(DATA IN THIS EXERCISE Opens)
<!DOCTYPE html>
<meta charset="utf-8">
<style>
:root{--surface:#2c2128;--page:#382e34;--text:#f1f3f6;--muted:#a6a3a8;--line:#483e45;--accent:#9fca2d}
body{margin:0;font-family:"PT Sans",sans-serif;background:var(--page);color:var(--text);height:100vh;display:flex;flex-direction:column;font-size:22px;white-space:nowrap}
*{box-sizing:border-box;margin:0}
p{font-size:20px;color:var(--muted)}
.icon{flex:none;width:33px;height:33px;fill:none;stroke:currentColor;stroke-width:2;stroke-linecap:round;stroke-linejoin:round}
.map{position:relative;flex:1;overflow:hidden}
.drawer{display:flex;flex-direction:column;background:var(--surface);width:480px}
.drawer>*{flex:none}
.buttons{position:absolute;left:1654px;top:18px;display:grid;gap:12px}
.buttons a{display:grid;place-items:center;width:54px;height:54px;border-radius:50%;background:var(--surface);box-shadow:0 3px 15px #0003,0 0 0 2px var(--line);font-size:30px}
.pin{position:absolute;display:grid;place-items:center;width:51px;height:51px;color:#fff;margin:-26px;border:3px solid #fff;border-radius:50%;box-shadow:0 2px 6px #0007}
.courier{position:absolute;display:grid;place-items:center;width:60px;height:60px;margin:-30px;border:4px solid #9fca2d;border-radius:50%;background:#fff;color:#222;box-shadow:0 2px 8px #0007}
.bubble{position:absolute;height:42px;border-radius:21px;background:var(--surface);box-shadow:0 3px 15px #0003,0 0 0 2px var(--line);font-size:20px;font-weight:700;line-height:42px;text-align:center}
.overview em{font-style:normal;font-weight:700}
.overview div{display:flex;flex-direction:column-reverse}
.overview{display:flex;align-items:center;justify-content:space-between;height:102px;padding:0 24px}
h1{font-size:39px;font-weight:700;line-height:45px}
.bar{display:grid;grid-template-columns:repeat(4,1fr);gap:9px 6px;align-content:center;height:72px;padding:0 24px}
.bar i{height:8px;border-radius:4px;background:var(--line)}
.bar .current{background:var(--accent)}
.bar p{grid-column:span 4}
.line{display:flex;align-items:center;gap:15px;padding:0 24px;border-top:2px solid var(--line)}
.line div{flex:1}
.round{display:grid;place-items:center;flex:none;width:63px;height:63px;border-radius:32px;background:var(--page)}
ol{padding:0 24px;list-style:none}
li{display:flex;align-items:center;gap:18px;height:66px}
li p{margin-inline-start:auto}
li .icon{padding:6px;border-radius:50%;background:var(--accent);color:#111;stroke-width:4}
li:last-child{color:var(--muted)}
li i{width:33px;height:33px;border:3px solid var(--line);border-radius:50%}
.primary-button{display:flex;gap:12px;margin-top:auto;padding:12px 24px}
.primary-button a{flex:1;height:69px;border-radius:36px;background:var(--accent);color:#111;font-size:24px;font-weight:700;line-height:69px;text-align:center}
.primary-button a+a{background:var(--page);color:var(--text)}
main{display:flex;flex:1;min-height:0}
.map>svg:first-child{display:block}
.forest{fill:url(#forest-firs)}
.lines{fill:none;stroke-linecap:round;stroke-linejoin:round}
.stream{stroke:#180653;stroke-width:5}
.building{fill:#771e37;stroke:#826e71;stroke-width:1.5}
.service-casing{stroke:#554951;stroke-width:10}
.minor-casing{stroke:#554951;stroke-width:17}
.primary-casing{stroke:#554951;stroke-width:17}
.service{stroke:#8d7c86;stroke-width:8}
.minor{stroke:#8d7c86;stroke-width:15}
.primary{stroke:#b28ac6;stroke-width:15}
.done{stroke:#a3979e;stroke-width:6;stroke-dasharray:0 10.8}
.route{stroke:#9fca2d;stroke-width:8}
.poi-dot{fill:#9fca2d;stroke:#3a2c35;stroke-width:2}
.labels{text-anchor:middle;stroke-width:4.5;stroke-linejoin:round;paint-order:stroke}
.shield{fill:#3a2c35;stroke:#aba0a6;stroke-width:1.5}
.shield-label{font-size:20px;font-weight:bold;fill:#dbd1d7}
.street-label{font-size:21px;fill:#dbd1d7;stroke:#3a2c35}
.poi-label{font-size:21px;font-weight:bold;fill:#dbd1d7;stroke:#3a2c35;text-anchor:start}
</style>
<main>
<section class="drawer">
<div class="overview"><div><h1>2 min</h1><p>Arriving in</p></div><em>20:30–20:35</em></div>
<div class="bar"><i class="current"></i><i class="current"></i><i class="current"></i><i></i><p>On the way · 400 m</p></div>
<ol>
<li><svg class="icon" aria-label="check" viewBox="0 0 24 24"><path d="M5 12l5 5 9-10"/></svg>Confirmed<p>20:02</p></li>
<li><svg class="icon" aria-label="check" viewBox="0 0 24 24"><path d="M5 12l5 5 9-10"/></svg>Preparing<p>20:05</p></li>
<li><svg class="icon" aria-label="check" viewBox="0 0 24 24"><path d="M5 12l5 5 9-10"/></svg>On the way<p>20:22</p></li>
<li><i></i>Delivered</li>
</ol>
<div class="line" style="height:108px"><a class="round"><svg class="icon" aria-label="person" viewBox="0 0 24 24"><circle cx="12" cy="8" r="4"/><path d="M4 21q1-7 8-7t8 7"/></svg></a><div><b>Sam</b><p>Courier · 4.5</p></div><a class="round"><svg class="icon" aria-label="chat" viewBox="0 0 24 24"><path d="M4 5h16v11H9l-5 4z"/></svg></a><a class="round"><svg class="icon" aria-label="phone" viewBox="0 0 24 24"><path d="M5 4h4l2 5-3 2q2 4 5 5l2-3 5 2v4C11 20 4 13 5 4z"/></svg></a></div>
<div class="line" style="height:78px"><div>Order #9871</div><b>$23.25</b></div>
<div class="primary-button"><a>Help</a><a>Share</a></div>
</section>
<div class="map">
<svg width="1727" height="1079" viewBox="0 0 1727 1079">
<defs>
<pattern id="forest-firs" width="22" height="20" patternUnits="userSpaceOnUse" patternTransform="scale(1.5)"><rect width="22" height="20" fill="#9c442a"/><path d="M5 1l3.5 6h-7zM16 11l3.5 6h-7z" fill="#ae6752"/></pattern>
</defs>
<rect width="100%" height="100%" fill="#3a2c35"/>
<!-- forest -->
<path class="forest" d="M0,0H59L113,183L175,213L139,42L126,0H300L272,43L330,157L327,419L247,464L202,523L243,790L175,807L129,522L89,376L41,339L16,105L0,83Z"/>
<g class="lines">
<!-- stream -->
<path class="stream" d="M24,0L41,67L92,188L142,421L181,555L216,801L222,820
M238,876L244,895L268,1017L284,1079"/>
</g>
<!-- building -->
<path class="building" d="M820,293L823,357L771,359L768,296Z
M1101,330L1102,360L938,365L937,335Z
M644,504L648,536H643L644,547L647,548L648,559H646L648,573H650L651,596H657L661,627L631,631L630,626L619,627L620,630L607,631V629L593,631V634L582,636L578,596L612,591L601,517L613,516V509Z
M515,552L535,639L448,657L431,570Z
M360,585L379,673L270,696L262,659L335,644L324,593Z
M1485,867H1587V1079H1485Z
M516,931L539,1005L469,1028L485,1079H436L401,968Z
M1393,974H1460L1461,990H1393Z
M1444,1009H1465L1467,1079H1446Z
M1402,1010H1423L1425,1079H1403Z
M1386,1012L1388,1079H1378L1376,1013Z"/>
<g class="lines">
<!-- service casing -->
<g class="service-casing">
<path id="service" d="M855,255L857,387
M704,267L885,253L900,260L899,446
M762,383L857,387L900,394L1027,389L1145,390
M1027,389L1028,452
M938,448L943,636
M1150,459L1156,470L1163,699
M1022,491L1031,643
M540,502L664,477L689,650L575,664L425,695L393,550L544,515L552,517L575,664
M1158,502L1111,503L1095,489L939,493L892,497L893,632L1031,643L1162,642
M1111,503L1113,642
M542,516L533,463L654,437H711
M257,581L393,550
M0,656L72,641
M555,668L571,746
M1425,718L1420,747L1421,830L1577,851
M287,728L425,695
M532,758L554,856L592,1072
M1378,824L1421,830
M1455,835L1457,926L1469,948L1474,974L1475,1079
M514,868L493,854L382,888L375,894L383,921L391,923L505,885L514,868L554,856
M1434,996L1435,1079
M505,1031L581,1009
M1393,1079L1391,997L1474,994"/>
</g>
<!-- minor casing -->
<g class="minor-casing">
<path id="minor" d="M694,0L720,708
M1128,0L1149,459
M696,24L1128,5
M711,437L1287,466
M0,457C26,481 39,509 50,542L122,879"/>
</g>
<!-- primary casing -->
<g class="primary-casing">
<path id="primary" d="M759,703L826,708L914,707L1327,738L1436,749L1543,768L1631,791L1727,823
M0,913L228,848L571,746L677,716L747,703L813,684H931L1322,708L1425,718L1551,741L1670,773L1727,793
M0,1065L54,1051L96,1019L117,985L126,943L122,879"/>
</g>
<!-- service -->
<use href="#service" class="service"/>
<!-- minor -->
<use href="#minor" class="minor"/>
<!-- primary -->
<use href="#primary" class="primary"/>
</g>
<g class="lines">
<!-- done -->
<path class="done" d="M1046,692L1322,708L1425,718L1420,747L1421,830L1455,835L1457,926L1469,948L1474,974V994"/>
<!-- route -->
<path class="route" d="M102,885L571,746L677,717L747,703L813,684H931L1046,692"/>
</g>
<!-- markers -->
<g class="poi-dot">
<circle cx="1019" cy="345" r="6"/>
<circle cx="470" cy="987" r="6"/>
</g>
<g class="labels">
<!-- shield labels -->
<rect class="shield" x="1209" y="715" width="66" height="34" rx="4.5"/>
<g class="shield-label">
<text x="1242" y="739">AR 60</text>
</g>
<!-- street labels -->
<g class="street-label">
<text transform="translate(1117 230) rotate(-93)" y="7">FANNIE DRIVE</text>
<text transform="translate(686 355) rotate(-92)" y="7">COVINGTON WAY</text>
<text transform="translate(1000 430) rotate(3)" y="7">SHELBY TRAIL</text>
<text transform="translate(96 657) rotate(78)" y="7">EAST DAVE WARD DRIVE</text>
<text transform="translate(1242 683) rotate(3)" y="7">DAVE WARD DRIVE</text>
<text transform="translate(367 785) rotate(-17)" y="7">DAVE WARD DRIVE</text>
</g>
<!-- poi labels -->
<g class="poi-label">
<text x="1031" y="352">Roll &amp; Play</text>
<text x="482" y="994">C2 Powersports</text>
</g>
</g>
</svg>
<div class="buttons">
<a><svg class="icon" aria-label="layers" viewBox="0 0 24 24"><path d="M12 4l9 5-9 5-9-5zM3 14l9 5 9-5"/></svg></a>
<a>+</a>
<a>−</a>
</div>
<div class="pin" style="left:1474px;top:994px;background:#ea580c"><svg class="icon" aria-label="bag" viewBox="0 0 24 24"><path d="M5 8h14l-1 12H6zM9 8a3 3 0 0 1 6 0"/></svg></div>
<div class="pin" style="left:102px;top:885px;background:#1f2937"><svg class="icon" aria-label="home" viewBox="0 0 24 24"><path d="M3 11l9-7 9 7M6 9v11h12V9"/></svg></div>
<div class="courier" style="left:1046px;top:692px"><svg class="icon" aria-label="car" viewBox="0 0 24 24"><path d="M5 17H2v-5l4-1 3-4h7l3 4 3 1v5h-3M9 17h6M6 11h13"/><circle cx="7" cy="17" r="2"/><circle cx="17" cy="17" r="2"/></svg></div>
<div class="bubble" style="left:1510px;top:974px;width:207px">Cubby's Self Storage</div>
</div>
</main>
(DATA IN THIS EXERCISE Closes)
__INSTRUCTIONS TO FOLLOW__: Line by line, count how many lines of the entries contain the word "linecap", and give only that number.

__RESPONSE AREA__: 2